Provided data START

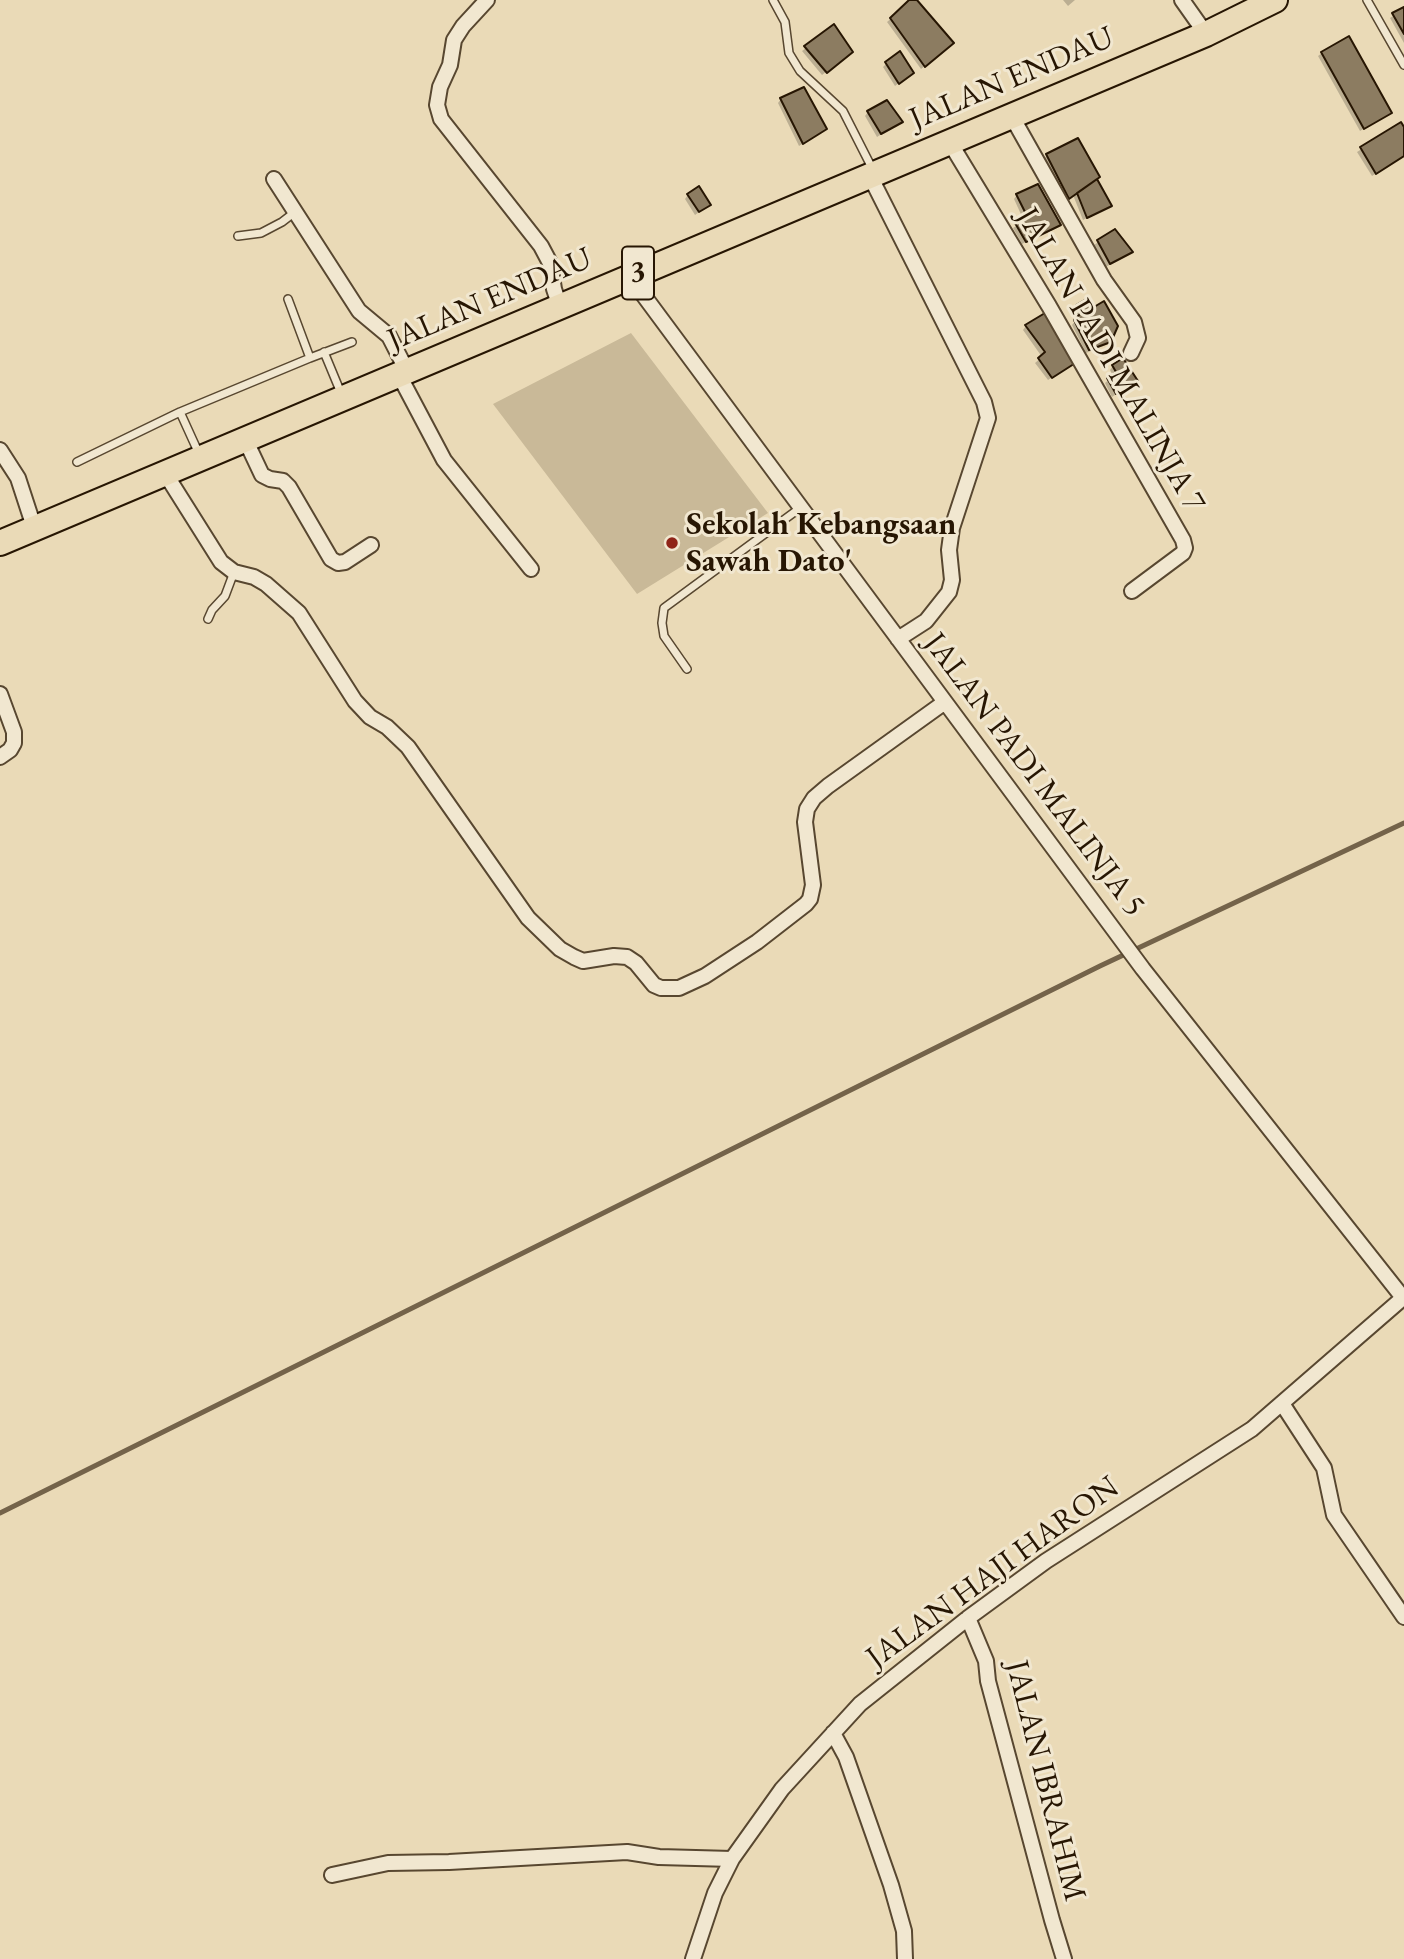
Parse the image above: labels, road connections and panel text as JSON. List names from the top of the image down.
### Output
{
  "streets": {
    "highway": ["JALAN ENDAU", "3"],
    "street": [
      "JALAN PADI MALINJA 7",
      "JALAN PADI MALINJA 5",
      "JALAN HAJI HARON",
      "JALAN IBRAHIM"
    ]
  },
  "crossings": [
    ["JALAN ENDAU", "JALAN PADI MALINJA 7"],
    ["JALAN ENDAU", "JALAN PADI MALINJA 5"],
    ["JALAN PADI MALINJA 5", "JALAN HAJI HARON"],
    ["JALAN HAJI HARON", "JALAN IBRAHIM"]
  ],
  "places": ["Sekolah Kebangsaan Sawah Dato'"]
}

Provided data END

Work order:
What the answer needs is every record above, exactly as written, and no pictures.

Response area:
Parse the image above: labels, road connections and panel text as JSON. List names from the top of the image down.
### Output
{
  "streets": {
    "highway": ["JALAN ENDAU", "3"],
    "street": [
      "JALAN PADI MALINJA 7",
      "JALAN PADI MALINJA 5",
      "JALAN HAJI HARON",
      "JALAN IBRAHIM"
    ]
  },
  "crossings": [
    ["JALAN ENDAU", "JALAN PADI MALINJA 7"],
    ["JALAN ENDAU", "JALAN PADI MALINJA 5"],
    ["JALAN PADI MALINJA 5", "JALAN HAJI HARON"],
    ["JALAN HAJI HARON", "JALAN IBRAHIM"]
  ],
  "places": ["Sekolah Kebangsaan Sawah Dato'"]
}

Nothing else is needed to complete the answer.